Harry mentally calibrated his scales, remembering Azkaban. “I’d say maybe eighty-seven?”

“This sounds like something I should do when I’m older, Harry.

There’s a difference between being a hero and being a complete lunatic.”

 Harry shook his head. “I don’t think the risk would change much,”

Harry said, leaving aside the question of how much risk that really was,

“and it’s the sort of thing that’s better done sooner, if someone does it at all.”

“And my parents don’t get a vote,” Hermione said. “Or do they?”
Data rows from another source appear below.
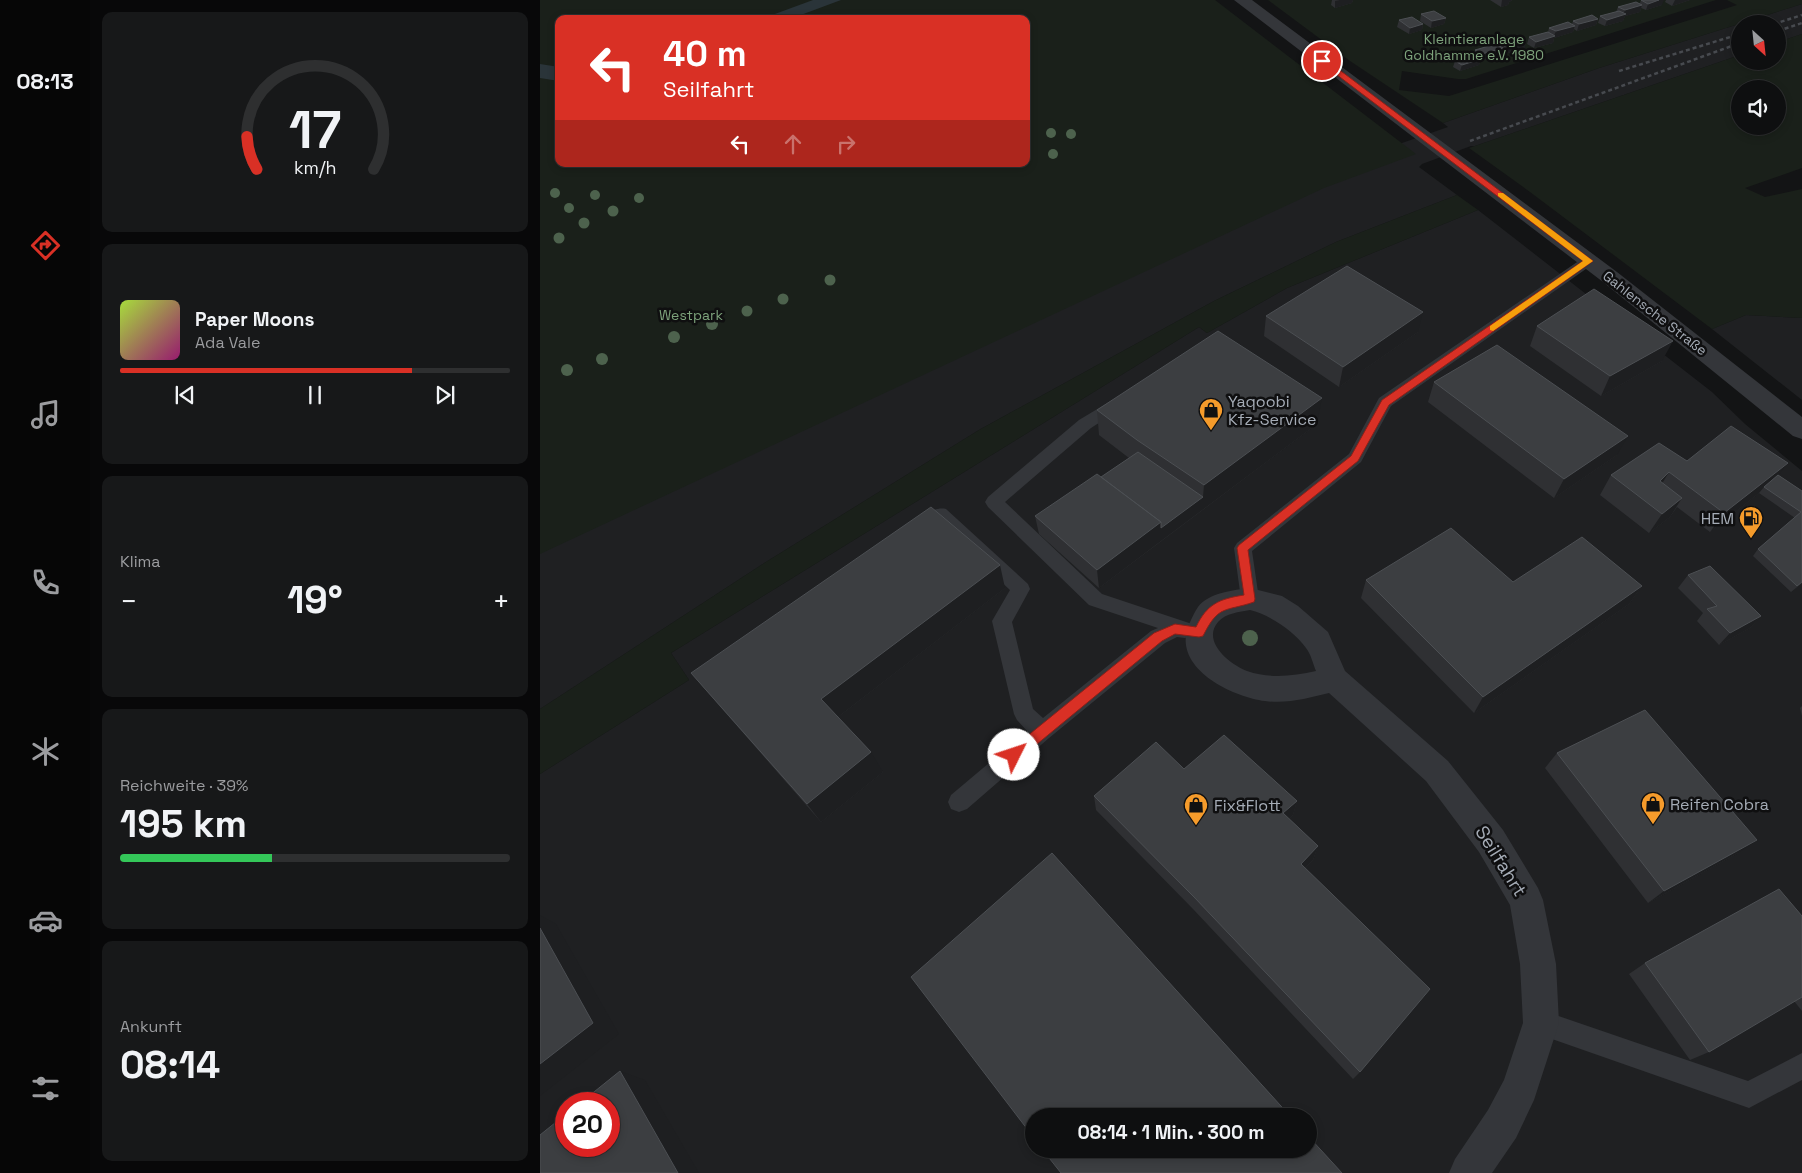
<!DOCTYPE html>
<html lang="de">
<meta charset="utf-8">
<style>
body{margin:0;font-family:"Space Grotesk",sans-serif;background:#171819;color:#f1f3f6;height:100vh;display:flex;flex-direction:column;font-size:19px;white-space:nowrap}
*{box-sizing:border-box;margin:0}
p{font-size:16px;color:#9b9c9f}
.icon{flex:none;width:28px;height:28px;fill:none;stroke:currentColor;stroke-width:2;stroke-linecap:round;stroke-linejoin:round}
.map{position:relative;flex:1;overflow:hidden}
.sheet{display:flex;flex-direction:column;gap:12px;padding:12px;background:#080809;width:450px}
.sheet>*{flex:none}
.top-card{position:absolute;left:15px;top:15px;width:475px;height:152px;border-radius:10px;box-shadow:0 2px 8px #0003,0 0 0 1px #2e2f30;background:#d93025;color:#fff;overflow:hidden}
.needle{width:32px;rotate:153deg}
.fabs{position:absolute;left:1191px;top:15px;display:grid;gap:10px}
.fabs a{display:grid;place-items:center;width:55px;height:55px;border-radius:50%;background:#0e0f10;box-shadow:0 2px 8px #0003,0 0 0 1px #2e2f30;font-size:25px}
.speed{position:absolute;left:15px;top:1092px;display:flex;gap:10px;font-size:25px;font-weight:700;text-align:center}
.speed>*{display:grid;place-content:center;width:65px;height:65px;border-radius:50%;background:#0e0f10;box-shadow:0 2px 8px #0003,0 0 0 1px #2e2f30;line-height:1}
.speed .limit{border:8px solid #d22;background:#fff;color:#111}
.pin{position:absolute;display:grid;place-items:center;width:42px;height:42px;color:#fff;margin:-21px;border:2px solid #fff;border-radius:50%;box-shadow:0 1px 5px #0007}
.me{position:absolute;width:55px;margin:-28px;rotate:49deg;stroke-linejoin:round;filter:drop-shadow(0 0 4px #0008)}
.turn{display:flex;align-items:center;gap:18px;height:105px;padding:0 25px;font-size:22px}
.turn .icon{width:65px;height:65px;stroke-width:2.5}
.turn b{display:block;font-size:35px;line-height:42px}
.lanes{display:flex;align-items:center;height:48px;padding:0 25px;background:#0003;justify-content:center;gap:25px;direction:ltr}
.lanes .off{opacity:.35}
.big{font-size:38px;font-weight:700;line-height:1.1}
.sheet .card{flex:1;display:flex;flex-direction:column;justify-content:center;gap:8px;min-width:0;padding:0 18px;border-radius:10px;background:#171819}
.sheet .dial{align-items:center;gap:0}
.dial svg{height:130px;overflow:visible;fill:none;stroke:#2e2f30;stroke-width:7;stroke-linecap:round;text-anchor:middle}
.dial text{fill:#f1f3f6;stroke:none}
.song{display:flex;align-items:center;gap:15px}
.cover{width:60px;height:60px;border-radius:8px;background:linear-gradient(135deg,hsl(80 70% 55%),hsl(320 70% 35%))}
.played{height:5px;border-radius:2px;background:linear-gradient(90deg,#d93025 75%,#2e2f30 75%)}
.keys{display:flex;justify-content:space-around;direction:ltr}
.heat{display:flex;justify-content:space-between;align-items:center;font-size:28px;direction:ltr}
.charge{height:8px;border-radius:4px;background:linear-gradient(90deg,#34c759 39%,#2e2f30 0)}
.trip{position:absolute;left:485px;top:1108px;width:292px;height:50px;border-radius:25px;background:#0e0f10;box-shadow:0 2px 8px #0003,0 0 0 1px #2e2f30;font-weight:700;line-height:50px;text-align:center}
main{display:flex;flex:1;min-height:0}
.dock{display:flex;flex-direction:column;width:90px;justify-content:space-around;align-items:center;background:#060606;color:#9b9c9f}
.dock .icon{width:35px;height:35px}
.dock .current{color:#d93025}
.dock b{font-size:22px;color:#f1f3f6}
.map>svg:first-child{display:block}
.built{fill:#1f2022;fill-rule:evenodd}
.green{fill:#1a201a;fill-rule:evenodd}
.water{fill:#2a3439}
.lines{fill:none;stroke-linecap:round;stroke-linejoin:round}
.service{fill:#34363a;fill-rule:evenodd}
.minor{fill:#34363a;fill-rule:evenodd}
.tertiary{fill:#34363a;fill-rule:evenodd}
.rail{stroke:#474a4f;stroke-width:2.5;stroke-dasharray:4 3;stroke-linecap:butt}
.tree{fill:#4d624d}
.wall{fill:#2f3033}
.shaded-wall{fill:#1e1f21}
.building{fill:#3c3e41;stroke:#4c4f53}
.route{fill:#d93025;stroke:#8d1f18}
.slow{fill:#f59e0b}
.labels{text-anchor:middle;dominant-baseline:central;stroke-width:5;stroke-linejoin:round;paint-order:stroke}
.far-park-label{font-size:14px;fill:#7da27b;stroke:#0f0f10}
.far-street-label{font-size:14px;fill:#a5acb6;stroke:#0f0f10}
.poi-label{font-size:16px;fill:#a5acb6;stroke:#0f0f10;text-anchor:start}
.near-street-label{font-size:19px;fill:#a5acb6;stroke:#0f0f10}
</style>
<main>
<nav class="dock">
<b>08:13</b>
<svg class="icon current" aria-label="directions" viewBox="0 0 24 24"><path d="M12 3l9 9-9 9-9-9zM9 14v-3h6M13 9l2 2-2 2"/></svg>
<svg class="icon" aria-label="music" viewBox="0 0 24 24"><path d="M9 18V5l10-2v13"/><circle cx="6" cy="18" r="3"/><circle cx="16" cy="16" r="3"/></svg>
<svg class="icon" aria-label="phone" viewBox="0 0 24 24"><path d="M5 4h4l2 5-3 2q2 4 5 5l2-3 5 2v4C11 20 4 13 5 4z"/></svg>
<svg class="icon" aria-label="climate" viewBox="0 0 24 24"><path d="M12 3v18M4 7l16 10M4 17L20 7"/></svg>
<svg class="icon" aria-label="car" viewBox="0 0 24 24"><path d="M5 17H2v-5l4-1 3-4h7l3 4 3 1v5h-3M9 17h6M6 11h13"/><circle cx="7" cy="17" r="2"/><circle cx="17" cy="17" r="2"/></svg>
<svg class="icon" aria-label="filters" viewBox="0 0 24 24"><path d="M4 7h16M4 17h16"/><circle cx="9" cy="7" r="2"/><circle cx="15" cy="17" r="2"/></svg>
</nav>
<section class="sheet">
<div class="card dial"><svg viewBox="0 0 100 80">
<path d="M14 69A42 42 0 1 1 86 69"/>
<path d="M14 69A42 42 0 0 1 8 49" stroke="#d93025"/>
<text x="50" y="56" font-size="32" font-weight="700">17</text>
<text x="50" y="72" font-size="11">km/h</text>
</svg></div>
<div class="card">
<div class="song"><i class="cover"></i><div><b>Paper Moons</b><p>Ada Vale</p></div></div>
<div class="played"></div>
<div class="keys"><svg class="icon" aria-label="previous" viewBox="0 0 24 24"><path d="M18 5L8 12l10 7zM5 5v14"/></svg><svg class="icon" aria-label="pause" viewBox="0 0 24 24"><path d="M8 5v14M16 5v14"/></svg><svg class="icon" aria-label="next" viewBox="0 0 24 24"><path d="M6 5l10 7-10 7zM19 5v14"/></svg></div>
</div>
<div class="card"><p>Klima</p>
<div class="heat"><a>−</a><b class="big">19°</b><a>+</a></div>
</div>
<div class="card"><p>Reichweite · 39%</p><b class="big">195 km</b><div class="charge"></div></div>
<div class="card"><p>Ankunft</p><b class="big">08:14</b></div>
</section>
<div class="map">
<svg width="1262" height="1173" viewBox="0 0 1262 1173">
<rect width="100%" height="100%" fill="#131415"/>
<path class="built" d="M1262,4V34L1238,42V24H1200V55L935,146H931L882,164L879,167L917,195L796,242L674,301L439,430L226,562L0,709V495L862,143L908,127L903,123L1059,68Z
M938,210L1172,392L1205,424L1262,471V1173H0V774L149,680L131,653L659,327L667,333L747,288ZM26,1104H69V1146H26ZM494,1116H769V1149H494Z
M1206,315L1262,318V400L1172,329Z"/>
<path class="green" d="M0,0H675L876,154L784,188L0,554ZM19,19H486V164H19Z
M728,0H1176L926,79H918L862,71L859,90L909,96L1197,5L1187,0H1262V4L1059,68L903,123L810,61Z
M1262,34V168L1205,188L1225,197L1262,189V318L1206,315L1172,329L990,192L929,148L1200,55V61H1238V42ZM1200,89H1238V126H1200Z
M917,195L938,210L747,288L667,333L659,327L131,653L149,680L0,774V709L226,562L439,430L674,301L796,242Z"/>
<path class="water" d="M273,0H301L250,19H221Z
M0,64L19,67V81L0,78Z"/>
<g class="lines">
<path class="service" d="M1048,257L1053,258L1055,261L1053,264L851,406L821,462L712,551L719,599L717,604L710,607L703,604L701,599L694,548L697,543L809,454L839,398L1043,258Z
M579,396L585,398L587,402L585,406L551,428L465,502L562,594L652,624L655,630L652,636L645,638L637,637L625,643L509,738L427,809L419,812L411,809L408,802L411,795L487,731L477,720L474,714L452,621L470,590L399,524L378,535L372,533L369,528C375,517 395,506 406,509L488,584L490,589L472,622L493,709L503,718L611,631L618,628L549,605L448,507L445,502L448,497L539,420Z
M1001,1010L1208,1081L1262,1053V1080L1209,1108L992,1032L988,1023L992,1014Z"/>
<path class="minor" d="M710,588L742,596L758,606L788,632L805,671L908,761L963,830L998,888L1003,900L1016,964L1019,1023L994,1100L976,1138L952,1173H909L915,1159L948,1110L964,1080L983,1023L980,964L970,905L939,852L886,781L789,693C768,698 748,704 725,701C689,696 627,665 651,620C653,616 655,611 658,607C668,593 694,590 710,588ZM710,610C730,615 754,631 766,648C771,654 773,664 776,671C753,676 730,679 707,671C691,665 661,642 678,622C686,613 699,612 710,610Z"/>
<path class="tertiary" d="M694,0H712L1077,272L1262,417V439L1253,436L1063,282Z"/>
<path class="rail" d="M1234,24L1262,15
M1238,31L1262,23
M1079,71L1200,34
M930,141L1200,43"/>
</g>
<g class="tree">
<circle cx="511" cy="133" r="5"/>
<circle cx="531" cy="134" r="5"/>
<circle cx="513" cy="154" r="5"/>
<circle cx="15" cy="193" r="5"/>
<circle cx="55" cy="195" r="5"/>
<circle cx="99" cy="198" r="5"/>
<circle cx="29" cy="208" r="5"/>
<circle cx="73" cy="211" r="5.5"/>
<circle cx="44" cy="223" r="5.5"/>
<circle cx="19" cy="238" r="5.5"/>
<circle cx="290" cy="280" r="5.5"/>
<circle cx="243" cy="299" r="5.5"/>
<circle cx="207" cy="311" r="5.5"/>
<circle cx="172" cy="324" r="6"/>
<circle cx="134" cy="337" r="6"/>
<circle cx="62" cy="359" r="6"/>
<circle cx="27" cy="370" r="6"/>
<circle cx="710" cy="638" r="8"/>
</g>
<path class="wall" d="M792,0H813L812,3L795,8L791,5Z
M950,0H972L971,1L969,2L968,5L961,7Z
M1101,0L1122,5L1106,10L1101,8L1100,12L1085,16L1083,21L1065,26L1058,23L1060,16L1076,12L1078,7L1100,3Z
M1126,0H1150L1132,6L1125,2Z
M881,14L906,18L904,24L891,28L880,21Z
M1058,19L1056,25L1037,31L1034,29L1033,32L1014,38L1013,43L994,48L987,44L989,37L1008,32L1009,28L1032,24L1033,21Z
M859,20L883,24L882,30L869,34L857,27Z
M959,43L985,48L965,54L962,52L961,55L940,61L939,65L920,71L913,67L915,61L934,55L935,50L959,46Z
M726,316L878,332L799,387L724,336Z
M997,326L1122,361L1061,396L990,346Z
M894,382L1077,455L1014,498L888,402Z
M557,410L777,424L559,588L499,534L495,516L561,477L589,458L559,435Z
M1147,461L1238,475L1262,491V583L1251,592L1213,556L1218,549L1255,518L1219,493L1170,532L1137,507L1130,517L1109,533L1060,495L1071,475Z
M1148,575L1221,616L1210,628L1179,645L1157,621L1163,613L1138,588Z
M826,580L973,582L1102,586L1089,604L934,713L821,598Z
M465,588L298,717L343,772L281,822L169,694L151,673Z
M1262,706V716L1260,708Z
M1017,753L1198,853L1108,903L1005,768Z
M644,769L757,801L753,815L749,819L778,846L773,860L765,868L820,1072L813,1079L653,909L556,810L554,796Z
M1262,916V1011L1254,1001L1169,1052L1150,1060L1089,974L1105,963Z"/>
<path class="shaded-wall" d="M800,0H813L812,3L795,8V1Z
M962,0H972L971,1L969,2L968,5L961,7Z
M1119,0H1124L1122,5L1106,10L1108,4Z
M1135,0H1150L1132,6Z
M1102,5L1100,12L1085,16L1083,21L1065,26L1067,20L1083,15L1085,10Z
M906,18L904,24L891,28L892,21Z
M1058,19L1056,25L1037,31L1039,24Z
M883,24L882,30L869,34L870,28Z
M1035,26L1033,32L1014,38L1013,43L994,48L996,42L1014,36L1016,31Z
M986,41L985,48L965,54L966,47Z
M963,48L961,55L940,61L942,54Z
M941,59L939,65L920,71L922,65Z
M883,312L878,332L799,387L803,367Z
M1133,341L1122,361L1061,396L1070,376Z
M782,398L777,424L621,541V528L663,497L664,485Z
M1088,436L1077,455L1014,498L1024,479Z
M1248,463L1233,482L1224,487L1219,493L1170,532L1184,513Z
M1129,472L1117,492L1120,481Z
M1142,498L1130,517L1109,533L1122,514Z
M621,522V541L559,588L557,570Z
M460,565L465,588L294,720L281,699Z
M1102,586L1089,604L934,713L943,697Z
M1221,616L1210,628L1179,645L1190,633Z
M331,752L343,772L281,822L267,804Z
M757,801L753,815L740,828L743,813Z
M1217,840L1198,853L1108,903L1124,891Z
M778,846L773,860L756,877L761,864Z
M0,915L16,924L79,1034L0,1096Z
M80,1071L105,1080L159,1173H138Z"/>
<path class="building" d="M1101,0H1119L1108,4Z
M1096,2L1102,5L1085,10L1078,7Z
M894,11L906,18L892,21L881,14Z
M1079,11L1086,14L1067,20L1060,16Z
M1052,15L1058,19L1039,24L1033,21Z
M872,17L883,24L870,28L859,20Z
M1028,22L1035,26L1016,31L1009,28Z
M1008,32L1015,36L996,42L989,37Z
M979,37L986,41L966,47L959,43Z
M956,44L963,48L942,54L935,50Z
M934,54L941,59L922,65L915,61Z
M807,266L883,312L803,367L726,316Z
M1054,289L1133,341L1070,376L997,326Z
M678,331L782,398L664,485L597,440L557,410Z
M957,345L1088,436L1024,479L894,382Z
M1191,426L1248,463L1184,513L1129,472L1120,481L1142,498L1122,514L1071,475L1119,443L1147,461Z
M598,452L663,497L621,528V522L561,477Z
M557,474L621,522L557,570L495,516Z
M1238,475L1262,491V582L1257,586L1218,549L1261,512L1224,487Z
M391,507L460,565L281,699L331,752L267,804L151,673Z
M911,528L973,582L1042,537L1102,586L943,697L826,580Z
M1170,566L1221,616L1190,633L1167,609L1177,606L1148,575Z
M1105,710L1217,840L1124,891L1017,753Z
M684,735L757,801L743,813L778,846L761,864L890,989L820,1072L654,897L554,796L616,742L644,769Z
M512,853L750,1116H494V1138L371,977Z
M1239,889L1262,916V997L1169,1052L1105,963Z
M0,928L53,1023L0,1064Z
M80,1071L138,1173H0V1135L26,1114V1146H69V1104H39Z
M769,1137L802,1173H521L502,1149H769Z"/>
<path class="route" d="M780,59H785L1053,261L849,405L818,461L708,550L715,599L714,602C685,612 679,604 663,636L659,637L635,634L622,641L479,759L474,761L470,759L468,755L470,750L614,633L635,624L656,627C667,604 679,599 704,595L697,548L699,545L811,456L842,400L1043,261L780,62Z"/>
<path class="slow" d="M958,193H963L1053,261L953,331L950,330V326L1043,261L958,196Z"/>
<defs>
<g id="shop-pin" transform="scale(1.25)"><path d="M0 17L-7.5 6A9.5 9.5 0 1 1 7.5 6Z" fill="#f59b2b" stroke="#0f0f10"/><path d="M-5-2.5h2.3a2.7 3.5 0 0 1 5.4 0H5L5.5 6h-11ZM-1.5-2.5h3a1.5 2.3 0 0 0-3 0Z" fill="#111"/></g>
<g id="fuel-pin" transform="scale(1.25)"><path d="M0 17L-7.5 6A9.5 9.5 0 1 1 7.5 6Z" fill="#f59b2b" stroke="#0f0f10"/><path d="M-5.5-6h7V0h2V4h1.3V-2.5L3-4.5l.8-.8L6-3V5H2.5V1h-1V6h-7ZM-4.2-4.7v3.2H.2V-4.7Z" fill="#111"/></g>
</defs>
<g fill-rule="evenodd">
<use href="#shop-pin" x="671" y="410"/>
<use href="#fuel-pin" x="1211" y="518"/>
<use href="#shop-pin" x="1113" y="804"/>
<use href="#shop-pin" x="656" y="805"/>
</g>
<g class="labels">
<g class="far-park-label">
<text x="934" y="39">Kleintieranlage<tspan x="934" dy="16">Goldhamme e.V. 1980</tspan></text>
<text x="151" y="315">Westpark</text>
</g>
<g class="far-street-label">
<text transform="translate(1115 313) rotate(38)">Gahlensche Straße</text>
</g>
<g class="poi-label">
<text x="688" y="401">Yaqoobi<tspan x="688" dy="18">Kfz-Service</tspan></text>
<text x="1194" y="518" text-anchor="end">HEM</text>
<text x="1130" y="804">Reifen Cobra</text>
<text x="674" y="805">Fix&amp;Flott</text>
</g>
<g class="near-street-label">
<text transform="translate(961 861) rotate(58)">Seilfahrt</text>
</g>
</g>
</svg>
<div class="fabs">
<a><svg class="needle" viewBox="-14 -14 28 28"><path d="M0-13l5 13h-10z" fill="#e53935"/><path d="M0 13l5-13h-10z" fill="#9b9c9f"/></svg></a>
<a><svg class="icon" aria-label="sound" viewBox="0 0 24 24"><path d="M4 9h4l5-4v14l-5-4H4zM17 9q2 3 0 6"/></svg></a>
</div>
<div class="speed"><div class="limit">20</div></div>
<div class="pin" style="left:782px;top:61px;background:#d93025"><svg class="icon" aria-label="arrive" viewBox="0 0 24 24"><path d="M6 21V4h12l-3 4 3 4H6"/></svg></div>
<svg class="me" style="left:474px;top:755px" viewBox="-20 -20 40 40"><circle r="19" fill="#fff"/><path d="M0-13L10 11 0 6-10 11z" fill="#d93025"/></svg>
<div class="trip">08:14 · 1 Min. · 300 m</div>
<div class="top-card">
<div class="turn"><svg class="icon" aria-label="left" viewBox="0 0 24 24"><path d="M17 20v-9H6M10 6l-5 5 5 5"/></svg><div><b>40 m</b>Seilfahrt</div></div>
<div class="lanes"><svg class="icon" aria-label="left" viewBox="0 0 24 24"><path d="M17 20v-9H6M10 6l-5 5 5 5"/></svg><svg class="icon off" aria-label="ahead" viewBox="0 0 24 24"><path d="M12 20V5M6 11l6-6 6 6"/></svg><svg class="icon off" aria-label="right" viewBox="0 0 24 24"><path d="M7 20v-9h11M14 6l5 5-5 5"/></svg></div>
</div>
</div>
</main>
Harry shrugged. “We both know how they’d vote, and you can take that into account if you like. Um, I said for Dr. and Dr. Granger not to be told yet that you’re alive. They’ll find out after you come back from your mission, if you choose to accept it. That seems a bit… kinder on your parents’ nerves, they just get the one pleasant surprise, instead of having to worry about, um, stuff.”

“Why, that’s very thoughtful of you,” Hermione said. “It’s nice that you’re so concerned about their feelings. May I think about this for a few minutes, please?”

Harry gestured toward the cushion he’d set down opposite his own, and Hermione moved over with fluid grace, and sat down to look out over the castle-edge, still radiating peacefulness all over the place. They’d really need to do something about that, maybe pay someone to invent an Anti-Purity Potion.

“Do I have to decide without knowing what the mission is?” Hermione asked.

“Oh hell no,” Harry said, thinking of a similar conversation before his own trip to Azkaban. “This is the sort of thing you have to choose freely if you do it at all. I mean that’s an actual mission requirement. If you say that you still want to be a hero, I’ll tell you afterwards about the mission— after you’ve had some time to eat and talk to people and recover a bit— and you’ll decide then if it’s something you want to do. And we’ll test in advance whether returning from death has allowed you to cast the spell that normal wizards think is impossible, before you go out.” Hermione nodded, and fell back into silence.